YOUR GOAL – Your output should be the lines from the start of the data through the line containing "Find all labels, markers", exactly and nothing more.

* * * * * * *

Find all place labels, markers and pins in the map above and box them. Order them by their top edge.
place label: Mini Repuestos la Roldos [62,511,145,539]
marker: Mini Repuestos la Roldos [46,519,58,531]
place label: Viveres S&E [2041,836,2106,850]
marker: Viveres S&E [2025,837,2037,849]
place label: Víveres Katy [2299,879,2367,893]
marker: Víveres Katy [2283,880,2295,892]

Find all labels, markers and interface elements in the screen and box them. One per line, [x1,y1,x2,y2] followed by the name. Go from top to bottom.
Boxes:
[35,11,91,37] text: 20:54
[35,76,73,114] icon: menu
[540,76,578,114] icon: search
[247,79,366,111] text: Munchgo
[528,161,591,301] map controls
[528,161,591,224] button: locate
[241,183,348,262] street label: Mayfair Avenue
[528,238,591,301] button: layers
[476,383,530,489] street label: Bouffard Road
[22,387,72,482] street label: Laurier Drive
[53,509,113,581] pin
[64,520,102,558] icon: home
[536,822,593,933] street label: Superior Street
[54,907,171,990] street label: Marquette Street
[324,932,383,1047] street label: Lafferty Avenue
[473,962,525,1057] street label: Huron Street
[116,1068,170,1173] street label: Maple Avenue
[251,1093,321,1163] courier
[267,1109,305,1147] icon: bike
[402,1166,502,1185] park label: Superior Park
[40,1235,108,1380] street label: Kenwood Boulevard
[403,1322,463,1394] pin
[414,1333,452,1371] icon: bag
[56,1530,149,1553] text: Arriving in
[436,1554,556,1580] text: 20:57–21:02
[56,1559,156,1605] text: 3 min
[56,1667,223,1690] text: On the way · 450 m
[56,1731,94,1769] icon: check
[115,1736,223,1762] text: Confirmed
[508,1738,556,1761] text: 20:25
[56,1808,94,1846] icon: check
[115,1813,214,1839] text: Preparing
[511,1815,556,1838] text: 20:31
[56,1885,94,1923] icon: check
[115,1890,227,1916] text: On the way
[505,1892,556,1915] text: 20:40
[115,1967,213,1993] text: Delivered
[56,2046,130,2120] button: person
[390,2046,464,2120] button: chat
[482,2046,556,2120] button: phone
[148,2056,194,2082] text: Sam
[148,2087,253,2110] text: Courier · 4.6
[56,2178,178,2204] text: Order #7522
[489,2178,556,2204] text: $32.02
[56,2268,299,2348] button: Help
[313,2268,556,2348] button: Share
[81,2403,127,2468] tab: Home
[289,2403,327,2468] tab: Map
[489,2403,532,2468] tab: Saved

* * * * * * *

WRITTEN ANSWER –
Find all place labels, markers and pins in the map above and box them. Order them by their top edge.
place label: Mini Repuestos la Roldos [62,511,145,539]
marker: Mini Repuestos la Roldos [46,519,58,531]
place label: Viveres S&E [2041,836,2106,850]
marker: Viveres S&E [2025,837,2037,849]
place label: Víveres Katy [2299,879,2367,893]
marker: Víveres Katy [2283,880,2295,892]

Find all labels, markers and interface elements in the screen and box them. One per line, [x1,y1,x2,y2] followed by the name. Go from top to bottom.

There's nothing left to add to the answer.